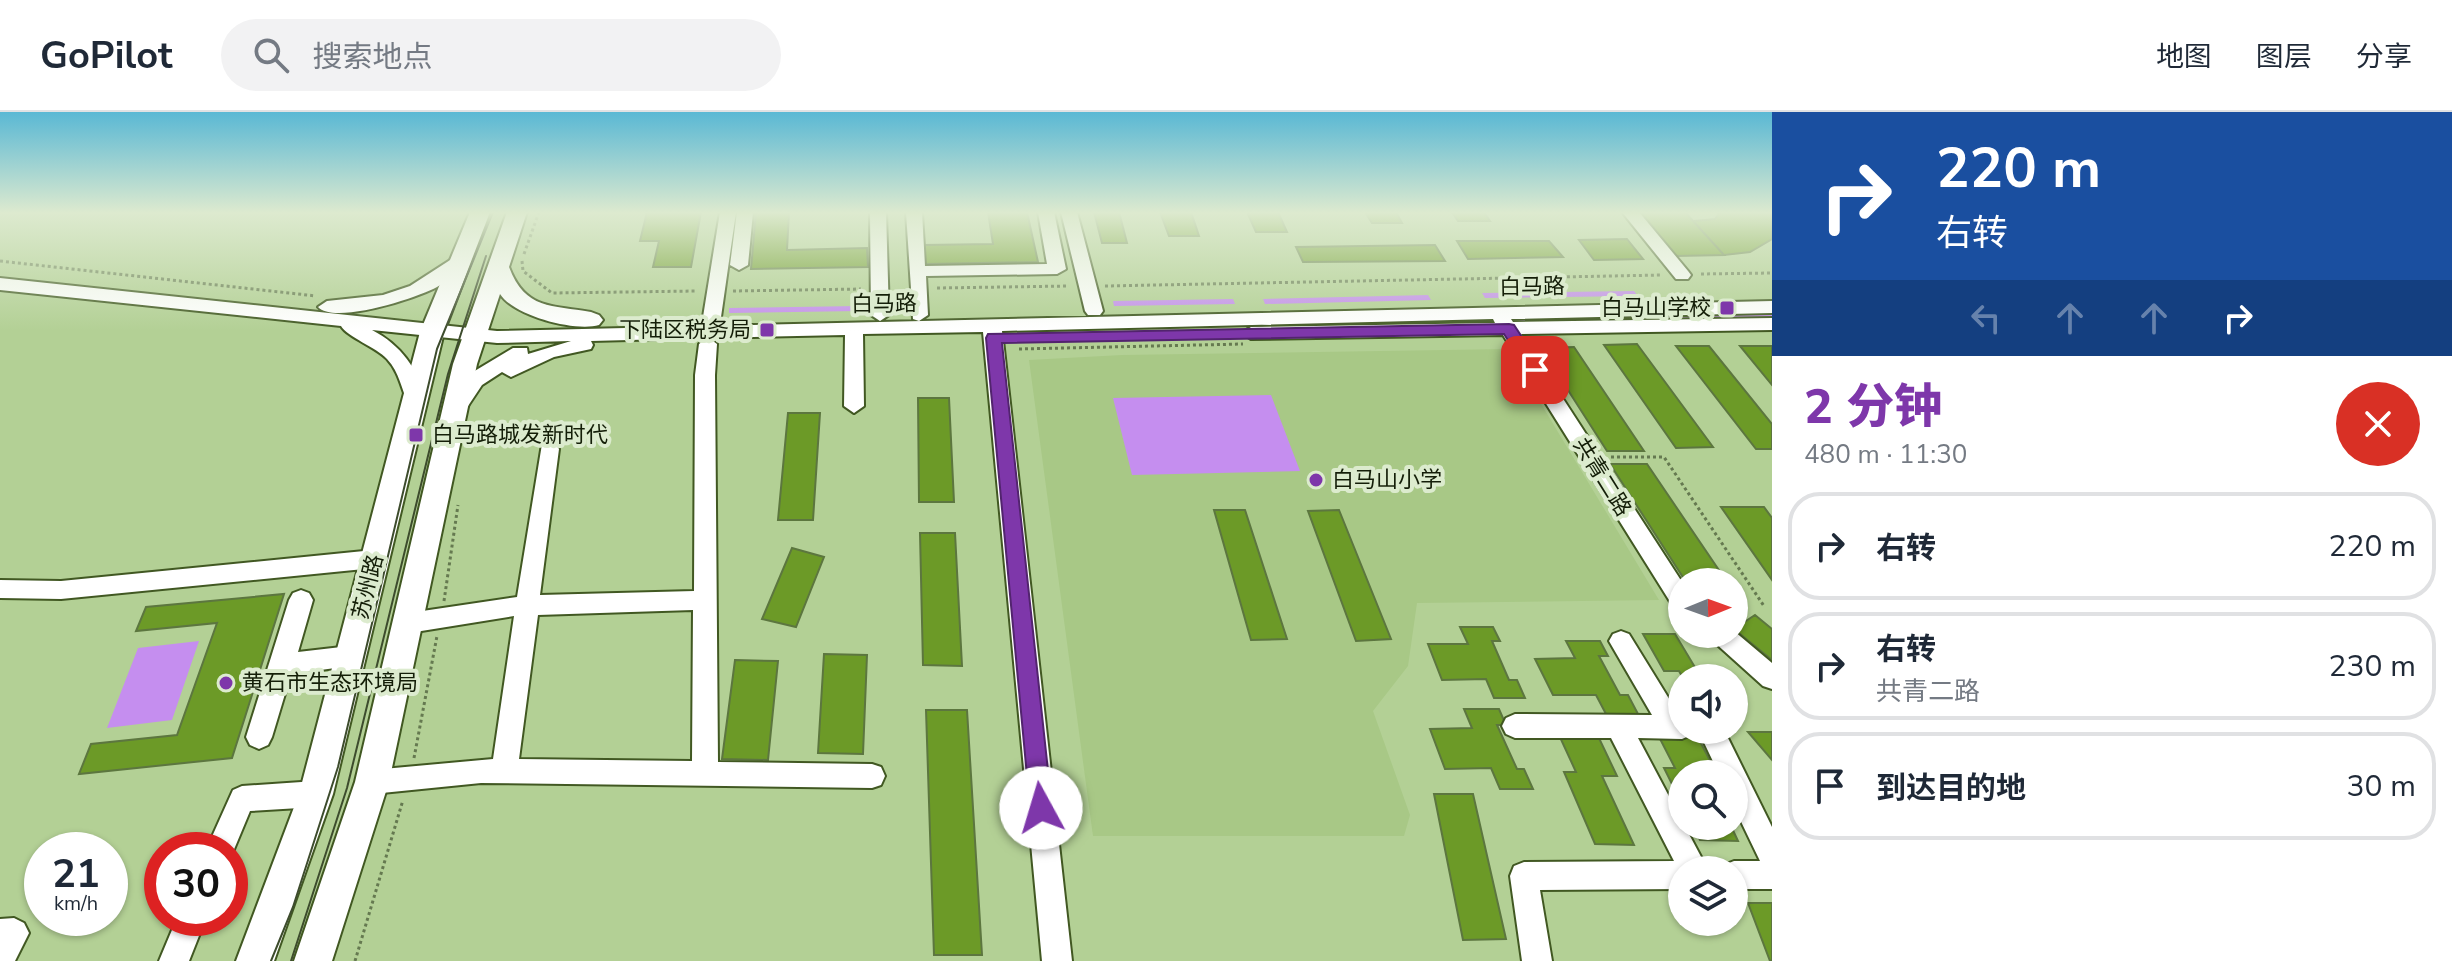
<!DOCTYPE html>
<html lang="zh">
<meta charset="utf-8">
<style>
:root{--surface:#fff;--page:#f2f2f3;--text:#1f2937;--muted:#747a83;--line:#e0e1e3;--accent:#7e37aa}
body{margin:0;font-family:"Nunito Sans","Noto Sans SC",sans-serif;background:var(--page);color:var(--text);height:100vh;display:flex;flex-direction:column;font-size:30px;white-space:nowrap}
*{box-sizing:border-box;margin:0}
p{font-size:26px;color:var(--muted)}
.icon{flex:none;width:44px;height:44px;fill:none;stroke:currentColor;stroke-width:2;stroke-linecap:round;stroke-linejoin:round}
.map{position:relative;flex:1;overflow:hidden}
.drawer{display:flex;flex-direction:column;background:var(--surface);width:680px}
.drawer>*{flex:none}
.guide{background:#1a4fa0;color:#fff;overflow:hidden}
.needle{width:52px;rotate:89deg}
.tools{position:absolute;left:1668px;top:456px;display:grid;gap:16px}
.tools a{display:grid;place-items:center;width:80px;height:80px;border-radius:50%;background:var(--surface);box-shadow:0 2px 6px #0004;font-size:40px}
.speed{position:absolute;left:24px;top:720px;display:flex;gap:16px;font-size:40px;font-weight:700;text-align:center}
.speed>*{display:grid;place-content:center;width:104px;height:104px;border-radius:50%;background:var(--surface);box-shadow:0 2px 6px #0004;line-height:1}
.speed small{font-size:20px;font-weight:400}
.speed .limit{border:12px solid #d22;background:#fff;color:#111}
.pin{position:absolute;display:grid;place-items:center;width:68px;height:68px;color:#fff;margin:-34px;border-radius:16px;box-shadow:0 4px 12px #0006}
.me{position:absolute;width:88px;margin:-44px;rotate:354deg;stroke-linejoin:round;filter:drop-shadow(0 0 6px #0008)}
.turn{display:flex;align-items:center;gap:28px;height:168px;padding:0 32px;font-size:36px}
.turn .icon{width:104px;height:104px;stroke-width:2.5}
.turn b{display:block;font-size:56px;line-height:68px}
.lanes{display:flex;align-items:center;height:76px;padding:0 32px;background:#0003;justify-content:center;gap:40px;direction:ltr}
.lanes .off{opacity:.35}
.round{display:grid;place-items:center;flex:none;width:84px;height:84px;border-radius:42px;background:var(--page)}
.summary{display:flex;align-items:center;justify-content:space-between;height:136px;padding:0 32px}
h1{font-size:48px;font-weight:800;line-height:60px;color:var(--accent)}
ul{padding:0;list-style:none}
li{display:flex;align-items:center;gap:24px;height:108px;margin:0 16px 12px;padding:0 16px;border:4px solid var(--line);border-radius:32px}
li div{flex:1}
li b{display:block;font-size:30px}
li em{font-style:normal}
header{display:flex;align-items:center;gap:48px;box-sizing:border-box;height:112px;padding:0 40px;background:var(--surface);border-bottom:2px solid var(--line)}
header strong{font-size:38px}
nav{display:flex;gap:44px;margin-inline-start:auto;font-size:28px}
.search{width:560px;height:72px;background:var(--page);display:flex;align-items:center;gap:20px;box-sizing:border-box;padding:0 28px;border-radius:44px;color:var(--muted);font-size:30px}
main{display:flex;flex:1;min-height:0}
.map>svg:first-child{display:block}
.built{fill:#a8c886}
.green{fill:#c58eef}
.building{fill:#6c9a27;stroke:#5c763f;stroke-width:2}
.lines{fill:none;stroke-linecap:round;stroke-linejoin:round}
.minor-casing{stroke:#415822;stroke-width:4}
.major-casing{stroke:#415822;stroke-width:4}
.path{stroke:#657950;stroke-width:3;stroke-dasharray:3 3;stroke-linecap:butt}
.minor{fill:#fff;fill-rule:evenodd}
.major{fill:#fff;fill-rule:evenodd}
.tram{stroke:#3d4c2d;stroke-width:2}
.route{fill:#7e37aa;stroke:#52246e;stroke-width:2}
.poi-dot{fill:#7e37aa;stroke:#dcebce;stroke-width:3}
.labels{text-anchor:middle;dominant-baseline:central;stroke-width:8;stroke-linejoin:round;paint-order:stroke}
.street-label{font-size:22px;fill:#141e08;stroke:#dcebce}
.poi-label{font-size:22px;fill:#141e08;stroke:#dcebce;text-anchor:start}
</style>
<header>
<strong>GoPilot</strong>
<div class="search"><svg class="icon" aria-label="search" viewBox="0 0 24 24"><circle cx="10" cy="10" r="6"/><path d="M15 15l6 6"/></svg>搜索地点</div>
<nav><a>地图</a><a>图层</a><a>分享</a></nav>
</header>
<main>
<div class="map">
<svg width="1772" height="849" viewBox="0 0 1772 849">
<rect width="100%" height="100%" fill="#b3d095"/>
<path class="built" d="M1508 237 1659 488 1417 491 1408 554 1373 599 1410 703 1404 724H1093L1029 248 1122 243Z"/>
<path class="green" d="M1634 179 1638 184 1485 186 1482 181Z
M1428 183 1431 188 1265 192 1263 187Z
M1233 187 1235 192 1114 194 1113 189Z
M858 194V199L729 201V196Z
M1772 201V206L1522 211 1518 206Z
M1271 283 1300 359 1132 363 1113 286Z
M199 529 172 608 107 616 138 536Z"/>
<path class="building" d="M647 100H701L691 155H653L659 129H640Z
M756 100H789L787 138 867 136 868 155 751 157Z
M988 100H1027L1038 150 924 152 923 133 993 132Z
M1094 100H1119L1127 131H1102Z
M1160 100H1191L1199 124H1169Z
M1247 100H1278L1287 120H1256Z
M1365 100H1396L1402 111H1372Z
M1452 100H1484L1490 109H1458Z
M1640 100H1685L1724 143 1675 144Z
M1720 100H1772V127L1750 140 1724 143 1693 109 1715 107Z
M1627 127 1643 147 1594 148 1579 128Z
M1457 129H1549L1563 145 1468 147Z
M1435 133 1445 149 1303 150 1296 135Z
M1637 232 1713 335 1676 336 1604 233Z
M1676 234H1709L1772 312V337H1756Z
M1740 234H1772V273Z
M1574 235 1644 339H1607L1541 236Z
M918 286H949L954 390H919Z
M788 301H820L813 408H778Z
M1610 352H1647L1727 470H1686Z
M1721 395H1764L1772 406V468Z
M1214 398H1245L1287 527 1251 528Z
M1339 398 1391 527 1356 529 1308 399Z
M920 421H955L962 554 923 553Z
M792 436 824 445 796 515 762 507Z
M284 482 232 646 79 662 91 632 177 623 217 511 136 519 146 495Z
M1755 503 1772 517V548L1734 517Z
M1460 515H1493L1500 529H1492L1509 568H1517L1525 586H1494L1486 567 1442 568 1428 532H1468Z
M1643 522H1675L1696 557 1708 556 1714 566H1683L1679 559H1664Z
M1566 529H1600L1608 544H1599L1620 583H1628L1638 602H1606L1596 583H1553L1535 547 1575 546Z
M824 542 867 543 863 642 818 641Z
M735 548 778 549 768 648 722 647Z
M1464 597H1499L1506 613H1497L1517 657H1524L1533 677H1500L1491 656 1445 657 1430 617 1472 616Z
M926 598H967L982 843H934Z
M1656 619 1695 620 1716 660 1682 662V692L1664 656H1675Z
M1748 620H1772V648Z
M1559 623 1598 624 1617 664H1602L1634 733 1595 732 1564 660H1576Z
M1434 682H1473L1506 827 1463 828Z
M1693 714H1731L1738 729 1700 728Z
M1748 791H1772V849H1770Z"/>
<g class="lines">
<defs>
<path id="minor" d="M720 100H736L721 205 712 211 703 205Z
M737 100H753L748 153 739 158 730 153Z
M870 100H886L889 203 880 209 871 203Z
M906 100H922L925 154 1047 152 1038 100H1054L1066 157 1057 162 926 164 928 203 919 209 913 207Z
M1061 100H1077L1103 199 1100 203H1088L1085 199Z
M1622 100H1639L1688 159 1691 163 1688 167H1676Z
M461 141 470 146C461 157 449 168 437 175 417 186 334 213 318 195L327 189 383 183 410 174Z
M0 166 497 219 1772 189V201L1511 207 1513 210 1772 206V218L1521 222 1682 470V499L1674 496 1503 223 1251 227 1242 221 1251 215 1495 211 1493 207 1002 219 1072 849H1042L983 220 863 222 864 294 854 301 844 294 845 223 709 226 717 232 715 263 718 650 872 652 881 655 885 664 881 673 872 676 481 671 372 682 363 679 359 670 363 661 372 658 493 647 514 504 409 521 401 518 397 511 401 504 409 501 517 485 542 332H556L559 337 540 483 694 479 695 263 699 232 707 226 591 229 593 233 591 237 554 245 511 265 502 260 482 273 464 300 457 302 447 295 468 263 513 236H527L528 242 571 229 497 231 372 218C401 233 418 257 426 288L416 295 409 293C401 277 400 261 387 247 376 235 347 225 341 214L0 178ZM693 498 692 649 519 647 538 503Z
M374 438 382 441 385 447 382 453 374 456 61 487 0 486V468L61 469Z
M301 478 309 481 313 488 298 540 350 534 359 537 362 544 359 551 350 554 291 562 272 625 268 633 259 637 250 633 246 625 289 488 293 481Z
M1621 519 1629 522 1679 603H1682V618H1693L1691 623 1682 627 1638 626 1708 758H1682V777L1540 778 1552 849H1522L1510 764 1514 754 1524 750 1674 749 1611 626H1515L1506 622 1502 614 1506 606 1515 602 1652 603 1609 529 1613 522Z
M1734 519 1772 551V577L1763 574 1713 529 1709 522H1734Z
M1698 618H1724L1772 715V777H1734V758H1722L1724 753 1734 749H1760L1734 695V662H1719Z
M316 669 325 673 329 682 325 691 316 695 250 699 230 747V738H206L233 678 242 674Z
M14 806 24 811 29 821 15 849H0V807Z
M177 806H206L189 849H159Z"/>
<path id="major" d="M470 100H490L444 220 333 682 274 849H236L299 682 420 220Z
M507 100H527L509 155C525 198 552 193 591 200L599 203 603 208 599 213C575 220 514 204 500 182L477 252 389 670 332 849H294L355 670 453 252Z"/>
</defs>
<use href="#minor" class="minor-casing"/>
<use href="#major" class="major-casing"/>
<path class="path" d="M524 142 539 100
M0 149 316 184
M522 149 523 159 552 181 697 179
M1701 162 1772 161
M1105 174 1661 163
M937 176 1069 174
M733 179 861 177
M1019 237 1243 232
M1611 345H1664L1764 494
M444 489 458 393
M414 646 437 524
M355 849 403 688"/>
<use href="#minor" class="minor"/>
<use href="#major" class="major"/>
<path class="tram" d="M271 849 293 795 338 655 437 237 493 100
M291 849 347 676 448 262 486 144"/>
</g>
<linearGradient id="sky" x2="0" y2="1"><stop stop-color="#5ab8d4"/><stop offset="0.46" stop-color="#ddeacf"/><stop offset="1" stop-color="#ddeacf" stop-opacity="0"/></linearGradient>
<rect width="1772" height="219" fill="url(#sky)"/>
<path class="route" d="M1509 212 1514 213 1541 254V262H1529L1504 222 1002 231 1052 696 1049 704 1041 707 1034 704 1030 696 986 226 988 222Z"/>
<g class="poi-dot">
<rect x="1719" y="188" width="16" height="16" rx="4"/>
<rect x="759" y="210" width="16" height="16" rx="4"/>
<rect x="408" y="315" width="16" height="16" rx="4"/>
<circle cx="1316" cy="368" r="8"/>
<circle cx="226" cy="571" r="8"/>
</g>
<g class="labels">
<g class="street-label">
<text transform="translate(1532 175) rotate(-1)">白马路</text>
<text transform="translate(884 192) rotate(-1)">白马路</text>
<text transform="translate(1602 365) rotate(58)">共青二路</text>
<text transform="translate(368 475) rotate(-76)">苏州路</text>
</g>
<g class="poi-label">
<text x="1711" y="196" text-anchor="end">白马山学校</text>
<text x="751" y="218" text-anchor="end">下陆区税务局</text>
<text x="432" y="323">白马路城发新时代</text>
<text x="1332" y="368">白马山小学</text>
<text x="242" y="571">黄石市生态环境局</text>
</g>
</g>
</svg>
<div class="tools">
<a><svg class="needle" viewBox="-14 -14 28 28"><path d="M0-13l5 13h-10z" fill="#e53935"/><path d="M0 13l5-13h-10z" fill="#747a83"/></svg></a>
<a><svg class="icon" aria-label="sound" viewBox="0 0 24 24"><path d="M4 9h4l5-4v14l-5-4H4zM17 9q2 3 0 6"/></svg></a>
<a><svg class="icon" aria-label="search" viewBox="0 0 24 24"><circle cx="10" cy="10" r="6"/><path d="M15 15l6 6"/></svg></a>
<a><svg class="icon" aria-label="layers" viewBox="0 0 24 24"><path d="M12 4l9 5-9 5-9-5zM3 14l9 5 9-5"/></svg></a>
</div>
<div class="speed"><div>21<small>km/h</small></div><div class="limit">30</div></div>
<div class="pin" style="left:1535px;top:258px;background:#d93025"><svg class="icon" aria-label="arrive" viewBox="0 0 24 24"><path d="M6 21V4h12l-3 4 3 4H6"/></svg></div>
<svg class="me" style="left:1041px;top:696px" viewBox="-20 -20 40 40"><circle r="19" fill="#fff"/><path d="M0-13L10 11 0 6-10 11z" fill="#7e37aa"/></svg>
</div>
<section class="drawer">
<div class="guide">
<div class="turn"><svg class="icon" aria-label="right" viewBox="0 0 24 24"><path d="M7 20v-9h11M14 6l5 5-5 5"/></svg><div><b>220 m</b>右转</div></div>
<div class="lanes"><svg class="icon off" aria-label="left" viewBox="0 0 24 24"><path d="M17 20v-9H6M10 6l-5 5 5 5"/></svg><svg class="icon off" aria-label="ahead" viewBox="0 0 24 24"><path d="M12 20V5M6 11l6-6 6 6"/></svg><svg class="icon off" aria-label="ahead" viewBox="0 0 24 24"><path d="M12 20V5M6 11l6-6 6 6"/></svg><svg class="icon" aria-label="right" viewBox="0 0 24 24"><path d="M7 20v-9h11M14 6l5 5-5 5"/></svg></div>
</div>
<div class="summary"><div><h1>2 分钟</h1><p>480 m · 11:30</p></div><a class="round" style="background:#d93025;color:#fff"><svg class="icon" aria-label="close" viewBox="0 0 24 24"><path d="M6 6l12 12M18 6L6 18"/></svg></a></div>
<ul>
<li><svg class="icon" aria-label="right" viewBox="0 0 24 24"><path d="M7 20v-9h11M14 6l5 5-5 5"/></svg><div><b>右转</b></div><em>220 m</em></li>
<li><svg class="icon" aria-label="right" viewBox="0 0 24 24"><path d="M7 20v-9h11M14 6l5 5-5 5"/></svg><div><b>右转</b><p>共青二路</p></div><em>230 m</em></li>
<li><svg class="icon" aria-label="arrive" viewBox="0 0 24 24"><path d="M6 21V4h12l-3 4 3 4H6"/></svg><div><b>到达目的地</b></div><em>30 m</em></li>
</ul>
</section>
</main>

Exercise goal —
Going through the records above, state how many lines include the word "linecap", and give no other text.

Written response —
3